Wherever the string "image" appears in the entries below, return the line that holds it.

*** Opening of RECORDED DATA ***

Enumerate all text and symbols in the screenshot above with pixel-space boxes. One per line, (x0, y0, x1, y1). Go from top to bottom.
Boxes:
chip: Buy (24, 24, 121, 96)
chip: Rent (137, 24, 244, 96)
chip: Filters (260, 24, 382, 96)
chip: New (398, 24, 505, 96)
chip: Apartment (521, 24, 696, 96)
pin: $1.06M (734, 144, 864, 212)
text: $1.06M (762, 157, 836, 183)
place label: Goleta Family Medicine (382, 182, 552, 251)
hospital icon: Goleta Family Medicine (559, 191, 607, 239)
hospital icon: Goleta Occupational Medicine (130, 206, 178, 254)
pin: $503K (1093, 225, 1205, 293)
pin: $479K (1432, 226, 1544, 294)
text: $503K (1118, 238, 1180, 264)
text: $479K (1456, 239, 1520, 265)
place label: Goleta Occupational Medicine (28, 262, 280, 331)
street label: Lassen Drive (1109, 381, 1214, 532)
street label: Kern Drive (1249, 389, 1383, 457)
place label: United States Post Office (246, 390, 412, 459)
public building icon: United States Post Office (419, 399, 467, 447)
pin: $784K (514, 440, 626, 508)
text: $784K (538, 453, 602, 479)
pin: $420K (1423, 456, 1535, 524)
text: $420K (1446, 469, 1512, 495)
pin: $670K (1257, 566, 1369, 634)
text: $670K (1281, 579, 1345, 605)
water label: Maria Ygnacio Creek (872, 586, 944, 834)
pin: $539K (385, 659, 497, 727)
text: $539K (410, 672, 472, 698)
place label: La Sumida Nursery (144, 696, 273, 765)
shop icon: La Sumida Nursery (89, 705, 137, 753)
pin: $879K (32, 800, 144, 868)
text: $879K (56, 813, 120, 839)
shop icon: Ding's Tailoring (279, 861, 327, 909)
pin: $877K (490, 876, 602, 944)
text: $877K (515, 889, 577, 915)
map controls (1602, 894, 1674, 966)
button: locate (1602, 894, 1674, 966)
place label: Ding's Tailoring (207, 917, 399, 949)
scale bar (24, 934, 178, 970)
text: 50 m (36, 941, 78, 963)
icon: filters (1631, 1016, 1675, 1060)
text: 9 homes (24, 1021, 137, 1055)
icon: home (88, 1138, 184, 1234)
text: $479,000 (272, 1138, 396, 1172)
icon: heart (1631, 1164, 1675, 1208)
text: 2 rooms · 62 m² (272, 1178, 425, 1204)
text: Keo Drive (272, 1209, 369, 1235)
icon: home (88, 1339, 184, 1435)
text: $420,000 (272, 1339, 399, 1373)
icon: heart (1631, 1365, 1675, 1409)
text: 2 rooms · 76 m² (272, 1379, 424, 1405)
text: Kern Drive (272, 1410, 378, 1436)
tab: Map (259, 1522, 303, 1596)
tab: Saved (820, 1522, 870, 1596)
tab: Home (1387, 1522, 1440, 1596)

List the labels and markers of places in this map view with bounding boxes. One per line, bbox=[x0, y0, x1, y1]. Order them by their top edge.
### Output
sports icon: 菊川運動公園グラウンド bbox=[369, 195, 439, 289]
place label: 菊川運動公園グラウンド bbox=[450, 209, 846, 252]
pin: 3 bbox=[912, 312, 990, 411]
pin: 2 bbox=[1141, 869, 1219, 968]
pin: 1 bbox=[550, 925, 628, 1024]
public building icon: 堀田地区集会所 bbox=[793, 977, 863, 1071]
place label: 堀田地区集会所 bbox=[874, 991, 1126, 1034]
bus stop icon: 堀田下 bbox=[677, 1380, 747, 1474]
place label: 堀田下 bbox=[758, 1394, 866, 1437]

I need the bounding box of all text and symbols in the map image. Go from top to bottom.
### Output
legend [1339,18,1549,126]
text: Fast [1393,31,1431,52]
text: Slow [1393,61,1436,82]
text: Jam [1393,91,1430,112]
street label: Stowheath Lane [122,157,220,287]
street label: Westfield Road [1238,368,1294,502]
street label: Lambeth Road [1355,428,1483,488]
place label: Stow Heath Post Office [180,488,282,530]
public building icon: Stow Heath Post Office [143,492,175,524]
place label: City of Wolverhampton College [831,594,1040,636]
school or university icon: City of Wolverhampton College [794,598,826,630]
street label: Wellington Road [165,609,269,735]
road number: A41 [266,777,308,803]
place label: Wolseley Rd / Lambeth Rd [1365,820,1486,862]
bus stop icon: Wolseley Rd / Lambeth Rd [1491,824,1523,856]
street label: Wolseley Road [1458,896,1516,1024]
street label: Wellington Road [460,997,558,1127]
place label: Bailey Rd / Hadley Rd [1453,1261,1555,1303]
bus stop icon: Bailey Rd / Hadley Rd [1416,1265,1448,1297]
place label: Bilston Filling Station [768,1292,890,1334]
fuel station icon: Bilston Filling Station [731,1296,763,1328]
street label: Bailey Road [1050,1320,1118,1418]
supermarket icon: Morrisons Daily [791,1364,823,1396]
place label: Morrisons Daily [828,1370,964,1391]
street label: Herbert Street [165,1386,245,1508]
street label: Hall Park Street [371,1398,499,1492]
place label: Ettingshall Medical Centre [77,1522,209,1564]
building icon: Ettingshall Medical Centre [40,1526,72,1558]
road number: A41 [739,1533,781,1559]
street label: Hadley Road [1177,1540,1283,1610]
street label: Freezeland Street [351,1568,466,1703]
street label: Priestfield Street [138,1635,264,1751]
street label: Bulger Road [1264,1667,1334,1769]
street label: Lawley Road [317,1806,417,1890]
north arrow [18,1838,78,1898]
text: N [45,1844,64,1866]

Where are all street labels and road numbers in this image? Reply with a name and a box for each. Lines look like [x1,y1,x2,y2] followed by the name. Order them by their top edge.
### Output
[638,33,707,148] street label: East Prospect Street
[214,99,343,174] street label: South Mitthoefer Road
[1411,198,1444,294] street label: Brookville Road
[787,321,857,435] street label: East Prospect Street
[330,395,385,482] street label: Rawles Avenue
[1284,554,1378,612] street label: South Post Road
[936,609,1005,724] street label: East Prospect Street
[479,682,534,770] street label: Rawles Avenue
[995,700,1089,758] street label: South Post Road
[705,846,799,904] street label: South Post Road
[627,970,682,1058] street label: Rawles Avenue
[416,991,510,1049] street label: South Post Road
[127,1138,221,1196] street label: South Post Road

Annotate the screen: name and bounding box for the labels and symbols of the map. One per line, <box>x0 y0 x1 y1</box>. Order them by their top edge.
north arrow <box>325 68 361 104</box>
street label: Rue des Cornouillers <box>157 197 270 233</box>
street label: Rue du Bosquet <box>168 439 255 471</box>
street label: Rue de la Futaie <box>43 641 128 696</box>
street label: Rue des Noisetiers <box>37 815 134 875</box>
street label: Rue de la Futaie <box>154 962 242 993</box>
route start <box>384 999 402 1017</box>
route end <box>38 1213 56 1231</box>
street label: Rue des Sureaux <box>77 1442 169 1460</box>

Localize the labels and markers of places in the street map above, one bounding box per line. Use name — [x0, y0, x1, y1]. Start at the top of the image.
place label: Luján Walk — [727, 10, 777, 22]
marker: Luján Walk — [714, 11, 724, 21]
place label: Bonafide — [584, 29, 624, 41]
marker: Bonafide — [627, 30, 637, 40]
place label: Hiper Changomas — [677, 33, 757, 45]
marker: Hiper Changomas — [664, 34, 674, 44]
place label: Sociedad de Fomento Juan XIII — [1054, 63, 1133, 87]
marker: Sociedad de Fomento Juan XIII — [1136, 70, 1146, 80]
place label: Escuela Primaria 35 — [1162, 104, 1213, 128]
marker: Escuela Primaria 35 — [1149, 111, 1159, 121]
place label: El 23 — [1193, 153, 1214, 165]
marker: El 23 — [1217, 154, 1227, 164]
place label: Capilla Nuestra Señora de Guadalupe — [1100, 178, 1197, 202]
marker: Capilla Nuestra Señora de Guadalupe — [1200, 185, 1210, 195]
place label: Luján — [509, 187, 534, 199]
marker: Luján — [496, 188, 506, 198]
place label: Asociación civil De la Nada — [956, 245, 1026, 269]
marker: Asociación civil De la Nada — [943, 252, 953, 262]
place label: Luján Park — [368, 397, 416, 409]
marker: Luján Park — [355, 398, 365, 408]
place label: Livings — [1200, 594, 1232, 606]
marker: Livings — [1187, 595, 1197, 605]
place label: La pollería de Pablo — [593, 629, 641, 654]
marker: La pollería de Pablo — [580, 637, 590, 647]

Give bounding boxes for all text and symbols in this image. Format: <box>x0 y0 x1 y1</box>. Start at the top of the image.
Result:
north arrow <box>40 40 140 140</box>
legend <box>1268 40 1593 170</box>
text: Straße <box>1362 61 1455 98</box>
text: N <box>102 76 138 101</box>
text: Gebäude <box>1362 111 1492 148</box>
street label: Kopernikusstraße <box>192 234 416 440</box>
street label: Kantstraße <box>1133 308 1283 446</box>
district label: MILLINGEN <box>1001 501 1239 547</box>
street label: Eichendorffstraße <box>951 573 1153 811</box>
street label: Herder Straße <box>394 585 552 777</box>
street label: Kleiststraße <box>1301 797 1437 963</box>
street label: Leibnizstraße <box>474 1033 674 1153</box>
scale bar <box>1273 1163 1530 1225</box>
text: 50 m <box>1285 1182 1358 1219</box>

*** Close of RECORDED DATA ***

== TASK ANSWER ==
I need the bounding box of all text and symbols in the map image. Go from top to bottom.
Where are all street labels and road numbers in this image? Reply with a name and a box for each. Lines look like [x1,y1,x2,y2] followed by the name. Order them by their top edge.
Localize the labels and markers of places in the street map above, one bounding box per line. Use name — [x0, y0, x1, y1]. Start at the top of the image.
Give bounding boxes for all text and symbols in this image. Format: <box>x0 y0 x1 y1</box>. Start at the top of the image.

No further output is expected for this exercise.